The National Archives and Records Administration (NARA) of the United States and FamilySearch today announced an agreement that will lead to the digitization of millions of historical documents over time. The bulk of the digital images and related indices will be freely accessible through http://www.FamilySearch.org, 4,500 family history centers worldwide, or at the National Archives and its Regional Centers. …

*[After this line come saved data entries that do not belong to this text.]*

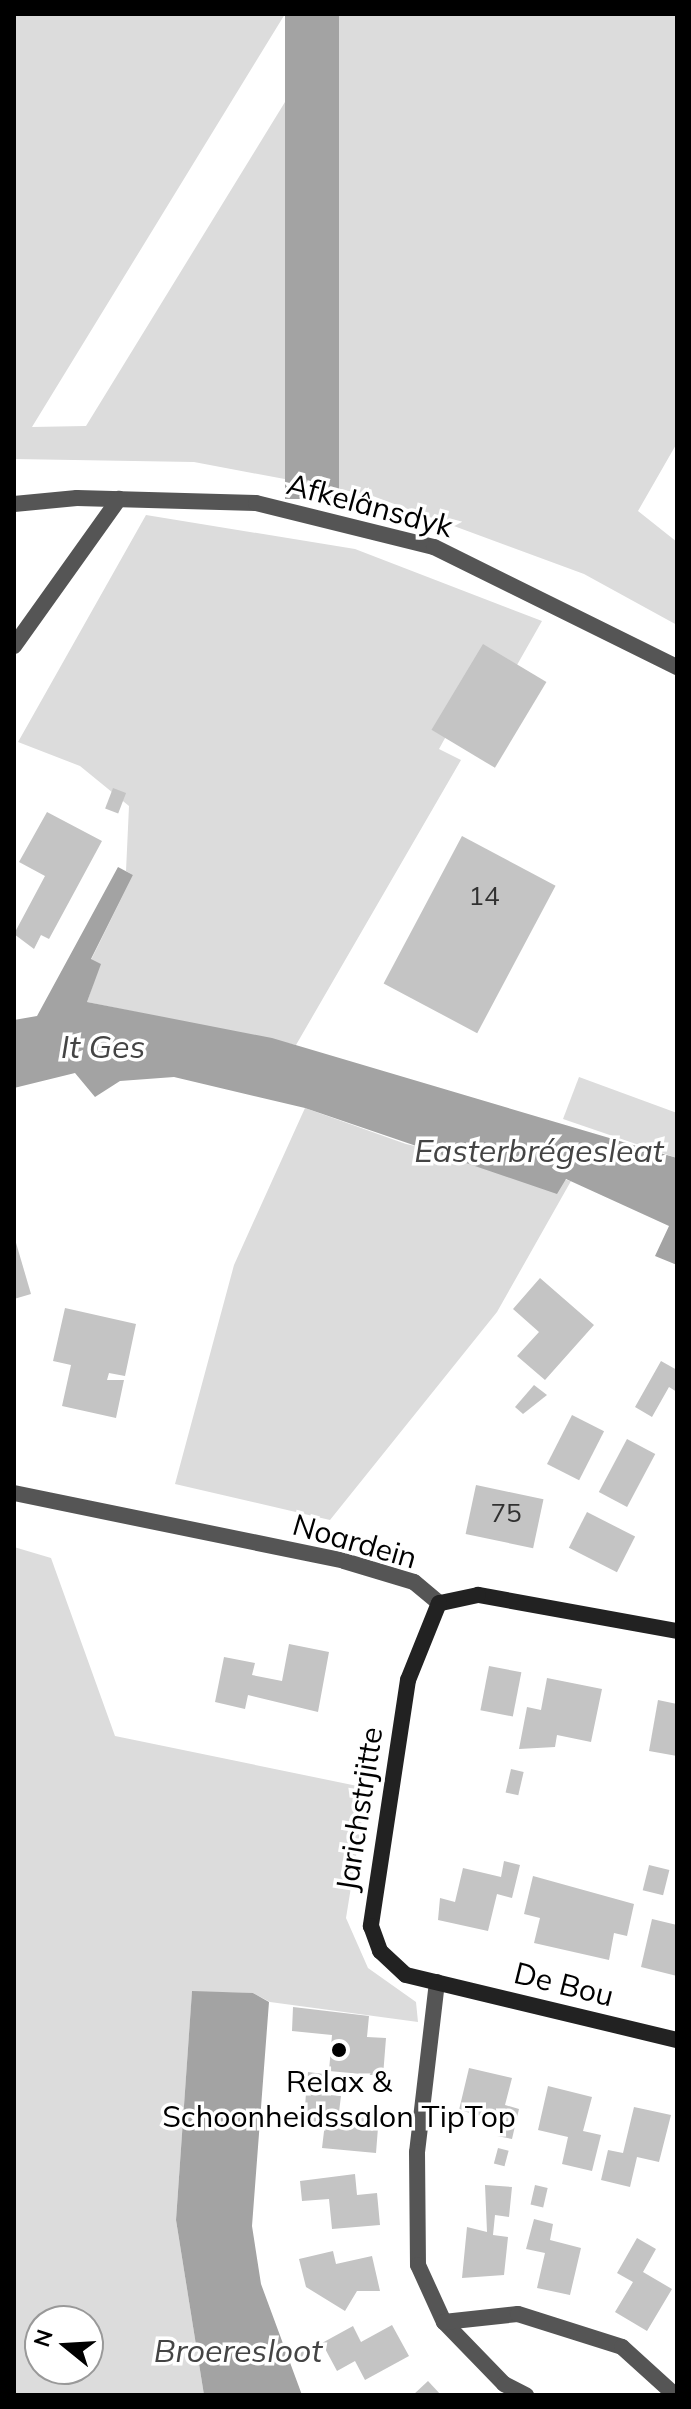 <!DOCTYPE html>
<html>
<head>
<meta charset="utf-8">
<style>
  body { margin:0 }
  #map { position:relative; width:691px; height:2409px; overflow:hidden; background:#fff; font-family:Mulish,sans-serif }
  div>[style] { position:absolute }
  .green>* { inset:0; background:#dcdcdc }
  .water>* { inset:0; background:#a3a3a3; transform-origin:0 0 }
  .building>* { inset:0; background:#c4c4c4; transform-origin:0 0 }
  .street>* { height:16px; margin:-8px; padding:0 8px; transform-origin:8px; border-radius:8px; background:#555 }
  .secondary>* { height:16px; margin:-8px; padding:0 8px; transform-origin:8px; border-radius:8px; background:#222 }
  .dots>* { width:22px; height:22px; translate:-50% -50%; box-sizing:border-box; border:4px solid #fff; border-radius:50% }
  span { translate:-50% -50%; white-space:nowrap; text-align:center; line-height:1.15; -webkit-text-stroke:7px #fff; paint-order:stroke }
  .number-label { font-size:26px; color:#313131 }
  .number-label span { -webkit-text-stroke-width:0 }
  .street-label { font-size:30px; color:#000 }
  .poi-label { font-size:30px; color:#000 }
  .water-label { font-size:32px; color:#444; font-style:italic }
  .frame { position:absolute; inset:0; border:16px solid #000; pointer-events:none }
  .north { position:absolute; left:24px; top:2305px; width:80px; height:80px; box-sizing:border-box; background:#fff; border:2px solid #999; border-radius:50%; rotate:288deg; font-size:22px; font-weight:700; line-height:32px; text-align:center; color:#000 }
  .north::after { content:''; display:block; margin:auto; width:28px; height:36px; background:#000; clip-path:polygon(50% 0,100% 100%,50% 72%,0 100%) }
</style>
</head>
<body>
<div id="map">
  <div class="green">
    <i style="clip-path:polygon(14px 14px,285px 14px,32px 427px,86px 426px,339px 14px,677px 14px,677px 443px,638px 511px,677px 542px,677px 625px,584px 574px,370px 495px,194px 462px,14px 459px)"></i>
    <i style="clip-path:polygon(146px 515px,355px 549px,542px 621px,513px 672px,488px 660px,439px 749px,461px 760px,296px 1045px,87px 1002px,100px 964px,91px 960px,133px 875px,126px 871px,129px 806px,80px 766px,18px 742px)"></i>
    <i style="clip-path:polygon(579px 1077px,677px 1113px,677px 1158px,563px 1119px)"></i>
    <i style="clip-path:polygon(305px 1108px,406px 1144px,571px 1181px,497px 1312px,330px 1520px,175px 1484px,234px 1265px)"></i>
    <i style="clip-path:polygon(evenodd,14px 1547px,51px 1558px,115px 1736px,367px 1788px,346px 1918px,368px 1968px,416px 2002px,418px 2022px,270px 2002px,253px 1993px,192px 1992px,176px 2220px,204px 2395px,14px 2395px,14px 1547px,40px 2321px,88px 2321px,88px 2369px,40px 2369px,40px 2321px)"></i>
  </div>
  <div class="water">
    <i style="left:285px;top:14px;width:54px;height:485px"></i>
    <i style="clip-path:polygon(118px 867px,133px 875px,91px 959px,101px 964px,87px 1002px,272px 1038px,677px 1158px,677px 1265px,655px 1256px,669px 1226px,566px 1179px,557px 1194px,305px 1108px,174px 1077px,120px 1081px,95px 1097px,75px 1073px,14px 1088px,14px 1020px,37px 1016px)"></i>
    <i style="clip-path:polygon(192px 1991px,253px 1993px,269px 2002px,252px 2226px,261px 2284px,302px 2395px,204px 2395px,176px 2220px)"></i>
  </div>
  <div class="building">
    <i style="left:483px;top:644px;width:74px;height:100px;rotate:31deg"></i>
    <i style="left:113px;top:788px;width:14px;height:22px;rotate:21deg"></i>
    <i style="clip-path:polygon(47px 812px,102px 841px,49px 939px,41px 935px,34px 949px,14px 934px,45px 876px,19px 862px)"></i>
    <i style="left:462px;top:836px;width:106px;height:167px;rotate:28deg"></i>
    <i style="clip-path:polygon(14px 1236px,31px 1294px,14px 1299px)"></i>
    <i style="clip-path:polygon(540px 1278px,594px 1325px,545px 1380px,517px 1356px,539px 1332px,513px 1309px)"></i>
    <i style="clip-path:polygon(65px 1308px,136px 1324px,125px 1376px,109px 1373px,107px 1380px,124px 1380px,116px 1418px,62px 1406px,71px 1365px,53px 1361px)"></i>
    <i style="clip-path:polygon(661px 1361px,677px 1370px,677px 1392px,669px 1387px,652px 1417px,635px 1407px)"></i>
    <i style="clip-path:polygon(534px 1385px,547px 1395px,523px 1414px,515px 1407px)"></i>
    <i style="left:572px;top:1415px;width:36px;height:55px;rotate:27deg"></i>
    <i style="left:627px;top:1439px;width:32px;height:60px;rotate:28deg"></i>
    <i style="left:476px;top:1485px;width:69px;height:50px;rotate:12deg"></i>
    <i style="left:587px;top:1512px;width:54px;height:40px;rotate:27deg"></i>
    <i style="clip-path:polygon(289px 1644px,329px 1652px,318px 1712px,248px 1695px,245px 1709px,215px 1702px,224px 1657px,255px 1663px,252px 1675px,282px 1681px)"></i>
    <i style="left:489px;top:1666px;width:33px;height:45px;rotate:11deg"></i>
    <i style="clip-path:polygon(547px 1678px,602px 1689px,591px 1742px,557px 1735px,555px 1747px,519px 1749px,527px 1707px,541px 1710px)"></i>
    <i style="clip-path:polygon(658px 1700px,677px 1704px,677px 1756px,649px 1751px)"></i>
    <i style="left:511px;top:1769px;width:13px;height:24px;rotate:13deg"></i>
    <i style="clip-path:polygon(504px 1861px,520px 1865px,512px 1898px,497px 1894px,488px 1931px,438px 1920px,440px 1898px,455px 1902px,463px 1868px,501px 1877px)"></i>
    <i style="left:649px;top:1865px;width:21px;height:26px;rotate:14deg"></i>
    <i style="clip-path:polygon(533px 1876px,634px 1904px,627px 1936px,614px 1933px,609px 1960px,534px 1943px,540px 1918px,524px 1914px)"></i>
    <i style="clip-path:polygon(652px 1919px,677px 1925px,677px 1976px,641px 1967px)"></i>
    <i style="clip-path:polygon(293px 2007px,369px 2016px,367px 2037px,386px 2038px,383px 2076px,329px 2071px,332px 2035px,292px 2031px)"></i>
    <i style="clip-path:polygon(469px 2068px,512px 2078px,505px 2105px,519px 2109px,512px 2139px,497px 2136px,500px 2121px,459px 2110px)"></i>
    <i style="left:308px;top:2072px;width:16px;height:12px;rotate:7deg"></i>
    <i style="clip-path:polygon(548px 2086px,592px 2097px,583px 2131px,601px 2135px,592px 2171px,562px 2164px,568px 2137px,538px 2130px)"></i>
    <i style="clip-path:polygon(306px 2093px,341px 2096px,339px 2112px,379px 2115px,376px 2153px,322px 2148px,325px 2123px,304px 2121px)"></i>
    <i style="clip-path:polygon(634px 2107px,671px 2115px,659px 2162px,637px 2157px,630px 2187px,601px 2180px,608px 2150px,623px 2153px)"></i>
    <i style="left:498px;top:2148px;width:11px;height:16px;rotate:15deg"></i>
    <i style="clip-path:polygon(355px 2174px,357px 2195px,377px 2193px,380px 2225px,332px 2229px,329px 2199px,302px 2201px,300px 2181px)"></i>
    <i style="clip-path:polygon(485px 2185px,512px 2187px,509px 2217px,495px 2215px,493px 2235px,508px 2237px,504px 2275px,462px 2278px,467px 2227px,487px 2232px)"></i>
    <i style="left:535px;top:2185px;width:13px;height:20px;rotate:13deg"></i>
    <i style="clip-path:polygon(534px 2219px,553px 2224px,550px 2240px,581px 2248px,570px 2295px,537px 2288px,545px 2253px,526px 2249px)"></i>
    <i style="clip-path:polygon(637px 2238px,656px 2249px,643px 2272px,672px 2289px,647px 2331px,615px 2312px,633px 2282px,617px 2273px)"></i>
    <i style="clip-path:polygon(333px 2251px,336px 2264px,372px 2256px,380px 2291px,357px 2291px,345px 2311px,306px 2287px,299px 2259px)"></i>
    <i style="clip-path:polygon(392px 2325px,409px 2356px,365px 2380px,355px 2361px,337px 2371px,322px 2343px,353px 2326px,361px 2342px)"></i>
    <i style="left:314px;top:2343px;width:13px;height:18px;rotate:61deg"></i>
    <i style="clip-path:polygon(428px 2381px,441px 2395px,413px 2395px)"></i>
  </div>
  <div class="street">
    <i style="left:14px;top:504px;width:63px;rotate:-5.4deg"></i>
    <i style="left:77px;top:498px;width:179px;rotate:1.6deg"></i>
    <i style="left:256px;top:503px;width:183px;rotate:13.9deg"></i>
    <i style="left:434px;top:547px;width:271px;rotate:26.3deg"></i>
    <i style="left:14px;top:646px;width:181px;rotate:-54.5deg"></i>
    <i style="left:14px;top:1493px;width:337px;rotate:11.6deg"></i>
    <i style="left:344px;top:1561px;width:73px;rotate:16.7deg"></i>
    <i style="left:414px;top:1582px;width:33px;rotate:40deg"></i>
    <i style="left:437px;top:1982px;width:171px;rotate:96.7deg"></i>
    <i style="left:417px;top:2152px;width:113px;rotate:89.5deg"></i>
    <i style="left:418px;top:2265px;width:63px;rotate:65.5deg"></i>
    <i style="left:444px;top:2322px;width:86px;rotate:45.9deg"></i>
    <i style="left:504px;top:2384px;width:25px;rotate:27deg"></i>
    <i style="left:444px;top:2322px;width:74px;rotate:-6.2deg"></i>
    <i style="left:518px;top:2314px;width:109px;rotate:17.6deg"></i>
    <i style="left:622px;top:2347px;width:72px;rotate:42.2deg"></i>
  </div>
  <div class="secondary">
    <i style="left:677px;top:1631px;width:202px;rotate:-169.7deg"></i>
    <i style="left:478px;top:1595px;width:40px;rotate:168deg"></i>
    <i style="left:439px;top:1603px;width:83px;rotate:111.9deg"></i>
    <i style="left:408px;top:1680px;width:249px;rotate:98.6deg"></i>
    <i style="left:371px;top:1926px;width:27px;rotate:70deg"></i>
    <i style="left:380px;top:1951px;width:35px;rotate:43deg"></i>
    <i style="left:406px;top:1975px;width:279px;rotate:13.5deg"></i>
  </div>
  <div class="dots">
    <i style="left:339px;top:2050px;background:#000"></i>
  </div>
  <div class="number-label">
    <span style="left:484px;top:896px">14</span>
    <span style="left:506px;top:1513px">75</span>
  </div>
  <div class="street-label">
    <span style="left:370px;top:505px;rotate:15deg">Afkelânsdyk</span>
    <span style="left:355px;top:1541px;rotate:16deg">Noardein</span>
    <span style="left:359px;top:1809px;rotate:-81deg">Jarichstrjitte</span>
    <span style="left:564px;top:1984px;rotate:14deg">De Bou</span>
  </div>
  <div class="poi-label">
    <span style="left:339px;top:2098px">Relax &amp;<br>Schoonheidssalon TipTop</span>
  </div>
  <div class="water-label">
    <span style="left:103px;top:1046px">It Ges</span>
    <span style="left:539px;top:1150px">Easterbrégesleat</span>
    <span style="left:238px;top:2350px">Broeresloot</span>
  </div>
  <div class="frame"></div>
  <div class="north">N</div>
</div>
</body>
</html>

Under the new agreement, FamilySearch will be operating highly specialized digital cameras 5 days a week at the National Archives in Washington, D.C. FamilySearch intends to extend the digitization services to select regional facilities at a later date. That means there will be a continuous flow of new data for genealogy buffs to explore for years to come. It also means FamilySearch will be able to digitize the thousands of microfilms it has already created from NARA’s holdings, providing access to millions of images for genealogists to search from the convenience of their home computers with Internet access.

The first fruit of this effort is a portion of a very large collection of Civil War records, already underway. In this pilot project, FamilySearch will digitize the first 3,150 Civil War widow pension application files (approximately 500,000 pages). After digitization, these historical documents will be indexed and posted online by Footnote.com with the indices also available for free on http://www.FamilySearch.org. FamilySearch intends to do all 1,280,000 of these files over the coming years.

It wasn’t too long ago that we never thought we’d see records like these digitized, let alone indexed and online!